In contrast, the Chinese New Year parade in Vancouver’s Chinatown draws more than 50,000 people from across the city.

With 2,000 participants in the parade and a Chinese population of more than 340,000 people, Vancouver holds the biggest celebration in Canada.

“It’s a major event in Vancouver,” says Syrus Lee, charter president of the Vancouver Chinatown BIA Society.

Parades and events like this, Lee says, help place Chinese New Year in Vancouver’s mainstream.

“In the beginning, people didn’t care,” Lee says, describing how the parade began nine years ago.

“But now they care.
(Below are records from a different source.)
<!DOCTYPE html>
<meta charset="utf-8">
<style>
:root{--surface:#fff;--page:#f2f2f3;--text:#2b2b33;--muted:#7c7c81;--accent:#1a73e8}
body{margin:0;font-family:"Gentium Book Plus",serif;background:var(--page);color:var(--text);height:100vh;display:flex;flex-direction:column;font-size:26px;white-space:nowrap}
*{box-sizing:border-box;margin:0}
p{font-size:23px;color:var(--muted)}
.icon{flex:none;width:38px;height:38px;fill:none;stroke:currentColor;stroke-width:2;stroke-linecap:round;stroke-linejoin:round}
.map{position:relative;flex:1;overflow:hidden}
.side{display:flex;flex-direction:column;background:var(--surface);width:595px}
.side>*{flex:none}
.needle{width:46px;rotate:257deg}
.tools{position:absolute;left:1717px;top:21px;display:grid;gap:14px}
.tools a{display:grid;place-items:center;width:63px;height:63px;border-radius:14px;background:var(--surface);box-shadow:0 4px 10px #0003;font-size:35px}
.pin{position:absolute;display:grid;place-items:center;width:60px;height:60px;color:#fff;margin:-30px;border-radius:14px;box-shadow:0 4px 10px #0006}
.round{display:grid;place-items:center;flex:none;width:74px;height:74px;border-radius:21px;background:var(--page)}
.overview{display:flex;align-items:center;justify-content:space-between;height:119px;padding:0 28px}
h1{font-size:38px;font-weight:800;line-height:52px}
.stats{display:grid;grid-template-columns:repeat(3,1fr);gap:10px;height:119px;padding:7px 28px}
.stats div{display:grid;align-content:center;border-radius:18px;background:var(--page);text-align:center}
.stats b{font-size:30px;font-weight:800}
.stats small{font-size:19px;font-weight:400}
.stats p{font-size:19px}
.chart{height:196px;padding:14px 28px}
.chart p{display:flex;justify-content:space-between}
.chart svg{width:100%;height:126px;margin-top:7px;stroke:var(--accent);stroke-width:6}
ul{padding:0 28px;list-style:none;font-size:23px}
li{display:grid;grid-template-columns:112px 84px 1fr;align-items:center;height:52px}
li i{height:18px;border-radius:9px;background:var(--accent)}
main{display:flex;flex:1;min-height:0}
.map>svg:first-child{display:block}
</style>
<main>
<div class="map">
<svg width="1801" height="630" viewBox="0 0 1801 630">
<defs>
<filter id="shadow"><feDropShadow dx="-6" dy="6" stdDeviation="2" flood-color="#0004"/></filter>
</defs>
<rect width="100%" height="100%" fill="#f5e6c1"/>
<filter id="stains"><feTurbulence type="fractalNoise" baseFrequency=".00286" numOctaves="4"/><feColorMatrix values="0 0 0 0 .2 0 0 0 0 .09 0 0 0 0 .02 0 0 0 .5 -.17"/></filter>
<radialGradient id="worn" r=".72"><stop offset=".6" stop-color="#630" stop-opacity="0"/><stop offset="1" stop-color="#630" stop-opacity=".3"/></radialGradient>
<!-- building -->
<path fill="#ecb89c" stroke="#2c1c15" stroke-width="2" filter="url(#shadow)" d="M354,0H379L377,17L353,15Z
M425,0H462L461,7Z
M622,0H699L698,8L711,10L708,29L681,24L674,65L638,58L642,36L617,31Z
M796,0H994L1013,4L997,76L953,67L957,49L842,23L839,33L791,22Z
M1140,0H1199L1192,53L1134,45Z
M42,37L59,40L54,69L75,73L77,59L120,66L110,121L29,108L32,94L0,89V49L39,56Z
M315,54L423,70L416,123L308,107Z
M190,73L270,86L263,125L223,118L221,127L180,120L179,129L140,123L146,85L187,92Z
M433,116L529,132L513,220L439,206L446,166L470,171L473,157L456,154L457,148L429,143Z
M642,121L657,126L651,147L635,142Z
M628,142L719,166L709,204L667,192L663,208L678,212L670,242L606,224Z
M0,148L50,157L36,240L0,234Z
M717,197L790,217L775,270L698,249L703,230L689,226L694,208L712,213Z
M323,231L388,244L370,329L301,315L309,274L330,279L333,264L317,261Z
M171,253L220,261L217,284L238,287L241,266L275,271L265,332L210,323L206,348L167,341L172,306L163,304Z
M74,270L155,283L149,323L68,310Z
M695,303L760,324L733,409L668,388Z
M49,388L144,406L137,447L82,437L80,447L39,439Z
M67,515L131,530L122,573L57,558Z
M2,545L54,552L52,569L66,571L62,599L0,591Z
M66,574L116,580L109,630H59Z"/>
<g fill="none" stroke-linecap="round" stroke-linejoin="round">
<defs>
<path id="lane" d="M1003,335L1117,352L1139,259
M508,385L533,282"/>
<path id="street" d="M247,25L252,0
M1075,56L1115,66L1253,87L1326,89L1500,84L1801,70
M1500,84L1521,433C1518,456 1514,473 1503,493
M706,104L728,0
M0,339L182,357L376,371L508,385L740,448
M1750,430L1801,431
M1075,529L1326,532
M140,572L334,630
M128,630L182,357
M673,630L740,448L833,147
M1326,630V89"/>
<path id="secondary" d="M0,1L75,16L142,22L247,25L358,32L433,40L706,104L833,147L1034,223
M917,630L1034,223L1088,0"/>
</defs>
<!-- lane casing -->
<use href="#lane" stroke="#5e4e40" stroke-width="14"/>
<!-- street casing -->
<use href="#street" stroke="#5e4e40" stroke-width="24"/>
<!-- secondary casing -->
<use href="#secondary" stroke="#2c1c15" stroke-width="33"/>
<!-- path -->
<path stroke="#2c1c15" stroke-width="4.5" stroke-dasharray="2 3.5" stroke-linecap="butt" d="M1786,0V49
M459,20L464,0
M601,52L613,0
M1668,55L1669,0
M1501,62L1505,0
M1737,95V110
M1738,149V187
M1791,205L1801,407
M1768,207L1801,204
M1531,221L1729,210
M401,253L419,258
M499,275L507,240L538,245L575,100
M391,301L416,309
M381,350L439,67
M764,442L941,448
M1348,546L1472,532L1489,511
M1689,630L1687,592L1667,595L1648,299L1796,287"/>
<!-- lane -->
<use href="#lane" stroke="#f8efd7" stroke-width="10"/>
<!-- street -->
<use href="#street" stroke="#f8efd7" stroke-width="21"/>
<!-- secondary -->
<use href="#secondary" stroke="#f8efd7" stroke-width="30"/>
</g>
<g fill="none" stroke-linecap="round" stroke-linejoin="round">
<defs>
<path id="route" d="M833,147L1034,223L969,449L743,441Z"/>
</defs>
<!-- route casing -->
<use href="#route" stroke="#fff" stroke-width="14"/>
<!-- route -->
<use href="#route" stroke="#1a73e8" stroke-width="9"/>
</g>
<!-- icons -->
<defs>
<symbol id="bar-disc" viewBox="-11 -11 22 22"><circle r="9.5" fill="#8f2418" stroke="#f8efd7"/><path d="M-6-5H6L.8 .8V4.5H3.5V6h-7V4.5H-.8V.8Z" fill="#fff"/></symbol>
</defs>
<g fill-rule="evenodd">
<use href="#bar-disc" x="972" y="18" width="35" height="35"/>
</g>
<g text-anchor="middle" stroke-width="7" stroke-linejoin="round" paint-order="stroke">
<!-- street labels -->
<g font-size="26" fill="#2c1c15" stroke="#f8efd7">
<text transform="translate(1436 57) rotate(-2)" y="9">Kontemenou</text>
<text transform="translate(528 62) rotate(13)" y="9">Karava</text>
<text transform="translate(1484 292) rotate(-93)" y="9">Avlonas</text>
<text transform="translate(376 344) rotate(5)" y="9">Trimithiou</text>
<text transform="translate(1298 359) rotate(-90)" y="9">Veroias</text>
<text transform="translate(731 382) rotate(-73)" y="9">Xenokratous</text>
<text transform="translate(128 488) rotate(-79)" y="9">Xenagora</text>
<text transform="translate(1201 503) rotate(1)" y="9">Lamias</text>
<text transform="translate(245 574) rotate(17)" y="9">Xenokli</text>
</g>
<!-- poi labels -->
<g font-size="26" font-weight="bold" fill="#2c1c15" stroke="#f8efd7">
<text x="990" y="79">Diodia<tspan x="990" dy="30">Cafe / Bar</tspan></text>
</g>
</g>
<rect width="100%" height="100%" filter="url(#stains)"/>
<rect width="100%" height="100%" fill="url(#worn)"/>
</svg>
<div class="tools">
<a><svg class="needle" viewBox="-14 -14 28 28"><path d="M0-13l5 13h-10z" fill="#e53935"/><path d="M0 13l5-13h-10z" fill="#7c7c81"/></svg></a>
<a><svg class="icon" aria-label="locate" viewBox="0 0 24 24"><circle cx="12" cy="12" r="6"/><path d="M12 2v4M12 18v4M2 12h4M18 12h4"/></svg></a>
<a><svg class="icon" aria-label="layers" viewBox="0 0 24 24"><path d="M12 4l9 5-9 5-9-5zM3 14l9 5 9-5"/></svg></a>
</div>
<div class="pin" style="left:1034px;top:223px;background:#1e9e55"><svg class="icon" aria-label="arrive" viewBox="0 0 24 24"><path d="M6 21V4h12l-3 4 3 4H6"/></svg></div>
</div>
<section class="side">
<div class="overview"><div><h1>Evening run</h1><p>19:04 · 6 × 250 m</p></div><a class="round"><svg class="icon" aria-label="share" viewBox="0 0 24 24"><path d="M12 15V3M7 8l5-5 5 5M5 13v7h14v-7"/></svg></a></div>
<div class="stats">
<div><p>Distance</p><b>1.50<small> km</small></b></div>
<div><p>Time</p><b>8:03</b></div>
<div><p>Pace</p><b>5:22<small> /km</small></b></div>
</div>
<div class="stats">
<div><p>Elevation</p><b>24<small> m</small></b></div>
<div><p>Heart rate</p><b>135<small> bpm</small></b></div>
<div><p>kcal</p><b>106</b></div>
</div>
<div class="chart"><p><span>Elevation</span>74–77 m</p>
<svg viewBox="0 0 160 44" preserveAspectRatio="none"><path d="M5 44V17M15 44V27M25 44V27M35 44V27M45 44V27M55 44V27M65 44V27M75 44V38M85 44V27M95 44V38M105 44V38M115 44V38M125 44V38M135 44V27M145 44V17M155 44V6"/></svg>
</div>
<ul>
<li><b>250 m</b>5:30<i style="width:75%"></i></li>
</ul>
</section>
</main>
Everyone comes out, and the politicians even wear the traditional Chinese cheng sam (long dress).”

In Ottawa, the Chinese population of about 30,000 is the second largest visible minority group in the city, according to the 2001 Statistics Canada census.

“We don’t have a huge Chinese community like in Toronto or Vancouver,” says Ethel Li, program manager at the Gracious Light Christian Centre, a Chinese church on Somerset.

Rather than having one large celebration in Ottawa, Li says, people celebrate in different parts of the city.

On Feb. 18, Gracious Light held a cultural show at the McNabb Community Centre on Percy Street, hoping to attract about 600 people to their new celebration, which includes performances by the Valiant Dancing Club, Tai Chi Fan & Sword and a Peking opera group.

In Ottawa’s south end at Tudor Hall, the Chinese Community Association of Ottawa held a celebration on the eve of Chinese New Year.

The association is also currently fundraising in hopes of someday establishing a cultural centre in Centretown, Kwan says.

This would also help bring its Chinese New Year celebrations closer to the Somerset-Chinatown area.

As part of its Chinatown revitalization project, the Somerset-Chinatown BIA could also hold future events in a proposed five-storey building on the corner of LeBreton and Somerset.

Chinese New Year celebrations held in Ottawa’s Chinatown would help promote and bring more activity to the area, Lo says.

“It would be better for business. It’s as simple as that. And we need to be drumming up business.”